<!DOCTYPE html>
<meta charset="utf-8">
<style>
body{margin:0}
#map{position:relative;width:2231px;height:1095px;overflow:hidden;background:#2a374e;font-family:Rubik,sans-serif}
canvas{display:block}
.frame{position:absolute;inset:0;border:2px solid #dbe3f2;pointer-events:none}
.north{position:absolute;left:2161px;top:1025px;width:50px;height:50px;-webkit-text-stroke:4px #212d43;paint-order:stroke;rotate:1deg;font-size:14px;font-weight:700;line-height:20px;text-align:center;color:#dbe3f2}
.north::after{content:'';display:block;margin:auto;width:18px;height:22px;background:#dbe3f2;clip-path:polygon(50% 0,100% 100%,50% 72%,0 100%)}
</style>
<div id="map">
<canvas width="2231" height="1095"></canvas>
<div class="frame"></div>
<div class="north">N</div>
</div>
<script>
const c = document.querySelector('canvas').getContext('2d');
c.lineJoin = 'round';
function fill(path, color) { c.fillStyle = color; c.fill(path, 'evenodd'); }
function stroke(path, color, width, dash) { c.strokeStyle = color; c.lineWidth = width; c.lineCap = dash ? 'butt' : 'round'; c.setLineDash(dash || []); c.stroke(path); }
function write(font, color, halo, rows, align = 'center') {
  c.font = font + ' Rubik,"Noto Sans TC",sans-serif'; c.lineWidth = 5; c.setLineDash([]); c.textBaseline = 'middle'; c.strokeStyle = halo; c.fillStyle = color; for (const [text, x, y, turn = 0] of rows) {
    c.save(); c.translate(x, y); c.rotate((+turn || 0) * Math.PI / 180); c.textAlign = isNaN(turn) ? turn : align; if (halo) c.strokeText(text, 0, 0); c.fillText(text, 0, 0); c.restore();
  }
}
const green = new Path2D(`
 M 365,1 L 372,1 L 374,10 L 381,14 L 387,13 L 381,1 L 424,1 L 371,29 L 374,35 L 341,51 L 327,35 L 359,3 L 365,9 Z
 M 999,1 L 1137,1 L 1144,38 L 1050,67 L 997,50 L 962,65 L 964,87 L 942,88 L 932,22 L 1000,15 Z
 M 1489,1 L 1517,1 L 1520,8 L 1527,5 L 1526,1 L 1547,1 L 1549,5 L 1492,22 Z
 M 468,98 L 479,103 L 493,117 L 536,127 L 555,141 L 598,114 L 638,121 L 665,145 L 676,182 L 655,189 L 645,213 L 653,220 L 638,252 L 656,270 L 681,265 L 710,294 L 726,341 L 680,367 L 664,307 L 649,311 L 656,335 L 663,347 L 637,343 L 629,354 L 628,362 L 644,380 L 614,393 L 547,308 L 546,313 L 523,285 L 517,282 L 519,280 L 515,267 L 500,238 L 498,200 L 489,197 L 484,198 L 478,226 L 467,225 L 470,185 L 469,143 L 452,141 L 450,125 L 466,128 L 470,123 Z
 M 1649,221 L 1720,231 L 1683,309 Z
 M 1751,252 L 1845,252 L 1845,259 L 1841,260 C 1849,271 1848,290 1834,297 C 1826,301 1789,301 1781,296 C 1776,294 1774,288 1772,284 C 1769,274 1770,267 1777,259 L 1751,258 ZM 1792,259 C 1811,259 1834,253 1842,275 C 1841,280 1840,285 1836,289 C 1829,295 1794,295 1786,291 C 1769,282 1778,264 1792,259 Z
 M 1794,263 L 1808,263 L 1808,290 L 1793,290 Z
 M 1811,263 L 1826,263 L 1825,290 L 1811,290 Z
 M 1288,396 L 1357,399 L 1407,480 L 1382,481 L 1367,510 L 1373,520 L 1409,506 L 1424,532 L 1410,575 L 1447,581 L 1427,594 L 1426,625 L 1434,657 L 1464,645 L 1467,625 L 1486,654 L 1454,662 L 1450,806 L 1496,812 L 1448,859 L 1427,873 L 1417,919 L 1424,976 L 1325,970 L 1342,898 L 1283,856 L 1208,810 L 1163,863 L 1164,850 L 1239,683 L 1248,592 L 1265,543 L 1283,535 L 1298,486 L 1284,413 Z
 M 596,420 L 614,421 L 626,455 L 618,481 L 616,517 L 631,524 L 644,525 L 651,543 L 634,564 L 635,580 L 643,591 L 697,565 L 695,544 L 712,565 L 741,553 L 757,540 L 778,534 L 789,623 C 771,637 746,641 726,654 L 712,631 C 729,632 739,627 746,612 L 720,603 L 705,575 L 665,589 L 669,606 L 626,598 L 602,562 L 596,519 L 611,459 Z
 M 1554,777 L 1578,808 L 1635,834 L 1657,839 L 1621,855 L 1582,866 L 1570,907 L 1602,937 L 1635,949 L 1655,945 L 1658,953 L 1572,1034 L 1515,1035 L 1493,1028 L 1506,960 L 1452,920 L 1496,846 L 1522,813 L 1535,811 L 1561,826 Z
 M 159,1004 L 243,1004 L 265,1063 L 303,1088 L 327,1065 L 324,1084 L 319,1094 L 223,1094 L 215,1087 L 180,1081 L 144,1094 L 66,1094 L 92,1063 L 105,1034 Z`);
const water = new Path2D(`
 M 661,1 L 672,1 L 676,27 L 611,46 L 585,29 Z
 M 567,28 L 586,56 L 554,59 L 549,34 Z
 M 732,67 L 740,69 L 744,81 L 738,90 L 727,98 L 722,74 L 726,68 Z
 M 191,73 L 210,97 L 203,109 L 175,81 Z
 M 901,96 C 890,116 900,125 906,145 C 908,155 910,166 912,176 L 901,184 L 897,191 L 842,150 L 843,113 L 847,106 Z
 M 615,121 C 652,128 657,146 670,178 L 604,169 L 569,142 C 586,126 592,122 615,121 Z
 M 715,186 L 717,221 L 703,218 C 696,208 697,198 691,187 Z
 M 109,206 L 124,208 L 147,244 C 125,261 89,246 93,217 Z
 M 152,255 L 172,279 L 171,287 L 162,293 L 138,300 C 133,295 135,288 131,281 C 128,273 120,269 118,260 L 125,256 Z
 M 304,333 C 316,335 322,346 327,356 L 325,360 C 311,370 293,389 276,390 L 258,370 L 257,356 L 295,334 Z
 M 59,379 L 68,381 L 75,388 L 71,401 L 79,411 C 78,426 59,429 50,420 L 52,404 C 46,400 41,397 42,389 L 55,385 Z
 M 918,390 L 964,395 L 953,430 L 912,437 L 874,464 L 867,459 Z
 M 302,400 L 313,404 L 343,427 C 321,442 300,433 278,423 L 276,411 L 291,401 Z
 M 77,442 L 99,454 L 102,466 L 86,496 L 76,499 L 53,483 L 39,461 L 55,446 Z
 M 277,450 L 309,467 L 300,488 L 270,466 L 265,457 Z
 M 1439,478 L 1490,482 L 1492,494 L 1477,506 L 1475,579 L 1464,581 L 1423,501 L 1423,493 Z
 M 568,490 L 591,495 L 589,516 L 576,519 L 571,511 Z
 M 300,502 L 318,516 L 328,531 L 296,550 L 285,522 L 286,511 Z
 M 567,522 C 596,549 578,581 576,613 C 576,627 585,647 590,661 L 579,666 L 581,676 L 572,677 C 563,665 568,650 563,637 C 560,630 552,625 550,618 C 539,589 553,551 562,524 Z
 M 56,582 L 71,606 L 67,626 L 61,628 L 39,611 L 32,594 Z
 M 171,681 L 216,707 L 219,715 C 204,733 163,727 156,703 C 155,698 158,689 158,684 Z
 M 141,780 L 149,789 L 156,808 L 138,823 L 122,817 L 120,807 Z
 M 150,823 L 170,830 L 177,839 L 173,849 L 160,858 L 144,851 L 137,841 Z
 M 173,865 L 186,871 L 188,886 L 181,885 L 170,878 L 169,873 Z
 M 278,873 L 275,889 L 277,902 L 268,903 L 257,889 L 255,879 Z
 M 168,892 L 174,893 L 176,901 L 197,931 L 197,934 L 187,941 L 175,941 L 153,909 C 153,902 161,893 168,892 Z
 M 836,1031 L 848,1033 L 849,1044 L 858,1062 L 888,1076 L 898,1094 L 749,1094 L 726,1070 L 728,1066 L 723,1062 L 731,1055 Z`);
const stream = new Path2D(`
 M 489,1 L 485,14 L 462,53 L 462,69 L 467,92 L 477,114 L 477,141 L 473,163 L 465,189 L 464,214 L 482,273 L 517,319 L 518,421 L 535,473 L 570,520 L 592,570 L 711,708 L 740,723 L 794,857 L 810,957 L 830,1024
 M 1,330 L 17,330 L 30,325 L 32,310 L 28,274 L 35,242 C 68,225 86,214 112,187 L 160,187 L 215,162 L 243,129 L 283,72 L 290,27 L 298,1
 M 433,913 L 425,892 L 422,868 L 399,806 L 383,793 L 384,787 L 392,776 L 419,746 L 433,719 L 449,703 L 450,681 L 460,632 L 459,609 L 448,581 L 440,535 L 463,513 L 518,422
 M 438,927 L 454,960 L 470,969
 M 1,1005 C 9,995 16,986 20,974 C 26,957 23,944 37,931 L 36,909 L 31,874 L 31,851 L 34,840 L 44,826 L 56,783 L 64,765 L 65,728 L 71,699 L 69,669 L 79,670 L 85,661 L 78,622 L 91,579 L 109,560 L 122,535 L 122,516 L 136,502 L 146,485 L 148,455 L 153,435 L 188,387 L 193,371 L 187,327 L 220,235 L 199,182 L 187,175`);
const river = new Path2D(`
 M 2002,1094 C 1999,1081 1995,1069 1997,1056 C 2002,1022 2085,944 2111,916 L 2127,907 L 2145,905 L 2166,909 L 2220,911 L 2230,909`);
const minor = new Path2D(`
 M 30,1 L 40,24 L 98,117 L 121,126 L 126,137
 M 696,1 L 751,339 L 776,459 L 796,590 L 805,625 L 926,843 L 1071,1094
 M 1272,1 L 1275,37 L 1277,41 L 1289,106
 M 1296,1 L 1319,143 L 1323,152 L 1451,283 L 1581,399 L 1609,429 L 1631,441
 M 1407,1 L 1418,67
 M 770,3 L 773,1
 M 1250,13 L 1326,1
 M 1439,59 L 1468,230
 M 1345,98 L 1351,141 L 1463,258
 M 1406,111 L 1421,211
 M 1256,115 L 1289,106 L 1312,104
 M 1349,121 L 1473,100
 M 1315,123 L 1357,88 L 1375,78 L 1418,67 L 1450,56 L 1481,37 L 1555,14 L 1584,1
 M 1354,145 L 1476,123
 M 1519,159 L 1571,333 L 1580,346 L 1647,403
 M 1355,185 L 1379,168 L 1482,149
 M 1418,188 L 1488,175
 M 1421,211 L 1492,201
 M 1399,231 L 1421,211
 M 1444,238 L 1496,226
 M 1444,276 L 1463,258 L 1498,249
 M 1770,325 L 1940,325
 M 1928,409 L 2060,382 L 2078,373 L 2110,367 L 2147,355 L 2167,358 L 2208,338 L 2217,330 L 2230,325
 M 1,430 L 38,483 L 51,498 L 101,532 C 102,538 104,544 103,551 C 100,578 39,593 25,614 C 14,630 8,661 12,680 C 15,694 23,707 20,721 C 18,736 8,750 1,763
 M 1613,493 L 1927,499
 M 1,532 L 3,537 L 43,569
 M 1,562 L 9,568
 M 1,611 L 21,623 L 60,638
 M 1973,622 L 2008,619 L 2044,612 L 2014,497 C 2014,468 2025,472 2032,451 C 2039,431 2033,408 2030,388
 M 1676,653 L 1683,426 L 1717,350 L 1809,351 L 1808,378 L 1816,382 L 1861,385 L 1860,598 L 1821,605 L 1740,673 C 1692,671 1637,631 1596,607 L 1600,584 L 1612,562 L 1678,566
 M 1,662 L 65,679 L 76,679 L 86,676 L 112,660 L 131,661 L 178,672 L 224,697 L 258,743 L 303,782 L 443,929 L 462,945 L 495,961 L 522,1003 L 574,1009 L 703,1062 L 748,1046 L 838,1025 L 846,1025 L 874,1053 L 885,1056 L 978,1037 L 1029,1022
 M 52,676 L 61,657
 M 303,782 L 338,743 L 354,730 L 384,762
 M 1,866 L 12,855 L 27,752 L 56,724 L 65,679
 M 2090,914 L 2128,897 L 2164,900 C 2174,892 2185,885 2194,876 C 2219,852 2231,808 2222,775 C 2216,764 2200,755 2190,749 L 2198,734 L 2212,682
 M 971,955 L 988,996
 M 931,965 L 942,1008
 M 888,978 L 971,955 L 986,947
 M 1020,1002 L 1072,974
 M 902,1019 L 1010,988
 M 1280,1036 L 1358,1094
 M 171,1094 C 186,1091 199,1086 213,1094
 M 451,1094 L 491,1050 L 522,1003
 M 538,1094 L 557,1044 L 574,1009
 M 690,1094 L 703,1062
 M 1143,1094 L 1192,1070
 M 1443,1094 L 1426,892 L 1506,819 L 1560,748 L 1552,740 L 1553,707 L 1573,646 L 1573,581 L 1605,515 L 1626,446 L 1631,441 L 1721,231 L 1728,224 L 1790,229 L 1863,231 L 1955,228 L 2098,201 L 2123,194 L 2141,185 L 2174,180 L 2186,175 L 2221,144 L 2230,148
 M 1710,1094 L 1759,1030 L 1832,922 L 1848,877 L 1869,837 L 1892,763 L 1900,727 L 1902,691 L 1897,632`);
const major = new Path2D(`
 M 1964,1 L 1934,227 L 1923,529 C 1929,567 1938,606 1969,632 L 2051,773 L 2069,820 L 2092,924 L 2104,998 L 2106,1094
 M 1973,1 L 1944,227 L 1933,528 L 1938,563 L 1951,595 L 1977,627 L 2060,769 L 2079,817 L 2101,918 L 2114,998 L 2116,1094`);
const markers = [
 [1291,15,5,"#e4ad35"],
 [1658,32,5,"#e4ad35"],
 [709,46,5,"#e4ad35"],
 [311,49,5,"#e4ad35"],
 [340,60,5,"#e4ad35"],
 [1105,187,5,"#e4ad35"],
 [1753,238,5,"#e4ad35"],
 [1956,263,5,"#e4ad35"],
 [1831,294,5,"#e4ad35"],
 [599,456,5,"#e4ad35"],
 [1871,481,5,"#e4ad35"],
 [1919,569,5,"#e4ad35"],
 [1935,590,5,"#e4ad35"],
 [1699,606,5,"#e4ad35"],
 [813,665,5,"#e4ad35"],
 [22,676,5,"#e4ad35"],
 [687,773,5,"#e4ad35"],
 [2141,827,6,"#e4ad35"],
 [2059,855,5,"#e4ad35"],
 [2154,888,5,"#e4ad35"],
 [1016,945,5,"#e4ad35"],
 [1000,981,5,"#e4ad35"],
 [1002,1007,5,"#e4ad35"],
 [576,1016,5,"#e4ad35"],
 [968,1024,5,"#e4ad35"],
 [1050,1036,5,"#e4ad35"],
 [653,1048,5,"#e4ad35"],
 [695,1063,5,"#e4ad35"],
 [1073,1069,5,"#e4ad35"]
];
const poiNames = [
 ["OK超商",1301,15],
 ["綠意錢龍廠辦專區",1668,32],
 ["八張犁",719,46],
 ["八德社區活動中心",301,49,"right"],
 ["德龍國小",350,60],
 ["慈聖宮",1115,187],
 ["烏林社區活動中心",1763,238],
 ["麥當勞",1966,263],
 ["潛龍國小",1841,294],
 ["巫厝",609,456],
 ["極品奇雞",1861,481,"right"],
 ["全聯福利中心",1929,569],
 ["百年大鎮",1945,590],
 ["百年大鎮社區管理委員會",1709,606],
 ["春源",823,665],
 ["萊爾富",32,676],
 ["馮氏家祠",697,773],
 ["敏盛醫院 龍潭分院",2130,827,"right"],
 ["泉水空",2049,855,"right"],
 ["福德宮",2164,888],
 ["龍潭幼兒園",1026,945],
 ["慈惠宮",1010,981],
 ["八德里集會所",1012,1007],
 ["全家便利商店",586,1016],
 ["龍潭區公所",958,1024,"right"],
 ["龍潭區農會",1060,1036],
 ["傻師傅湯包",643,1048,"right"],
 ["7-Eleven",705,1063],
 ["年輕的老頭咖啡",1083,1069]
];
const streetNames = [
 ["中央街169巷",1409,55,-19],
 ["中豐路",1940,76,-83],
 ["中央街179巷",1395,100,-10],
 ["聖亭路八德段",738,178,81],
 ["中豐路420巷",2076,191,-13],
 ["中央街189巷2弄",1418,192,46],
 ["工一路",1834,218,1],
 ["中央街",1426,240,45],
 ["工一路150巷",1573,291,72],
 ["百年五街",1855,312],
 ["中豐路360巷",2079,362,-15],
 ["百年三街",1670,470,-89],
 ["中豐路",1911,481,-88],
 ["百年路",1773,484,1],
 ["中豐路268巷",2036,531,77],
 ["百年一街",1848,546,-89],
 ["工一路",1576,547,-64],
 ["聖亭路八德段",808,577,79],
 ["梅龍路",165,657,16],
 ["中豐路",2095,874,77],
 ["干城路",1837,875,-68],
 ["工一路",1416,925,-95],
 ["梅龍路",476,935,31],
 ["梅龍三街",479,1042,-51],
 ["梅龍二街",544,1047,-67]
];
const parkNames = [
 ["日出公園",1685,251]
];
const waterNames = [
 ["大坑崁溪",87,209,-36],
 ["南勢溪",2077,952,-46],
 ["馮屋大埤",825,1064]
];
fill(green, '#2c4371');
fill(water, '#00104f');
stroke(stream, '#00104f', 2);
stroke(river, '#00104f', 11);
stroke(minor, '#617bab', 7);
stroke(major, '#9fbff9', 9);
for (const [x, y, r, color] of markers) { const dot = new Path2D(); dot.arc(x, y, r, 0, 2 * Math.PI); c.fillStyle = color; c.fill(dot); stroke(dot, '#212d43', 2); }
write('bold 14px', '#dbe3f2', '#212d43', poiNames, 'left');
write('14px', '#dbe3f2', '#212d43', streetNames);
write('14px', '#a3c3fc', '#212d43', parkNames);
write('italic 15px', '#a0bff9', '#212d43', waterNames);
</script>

**TASK INSTRUCTIONS:**
Which lines of the material above hold the string "rows"? Pull them out.

**RESPONSE BELOW:**
function write(font, color, halo, rows, align = 'center') {
  c.font = font + ' Rubik,"Noto Sans TC",sans-serif'; c.lineWidth = 5; c.setLineDash([]); c.textBaseline = 'middle'; c.strokeStyle = halo; c.fillStyle = color; for (const [text, x, y, turn = 0] of rows) {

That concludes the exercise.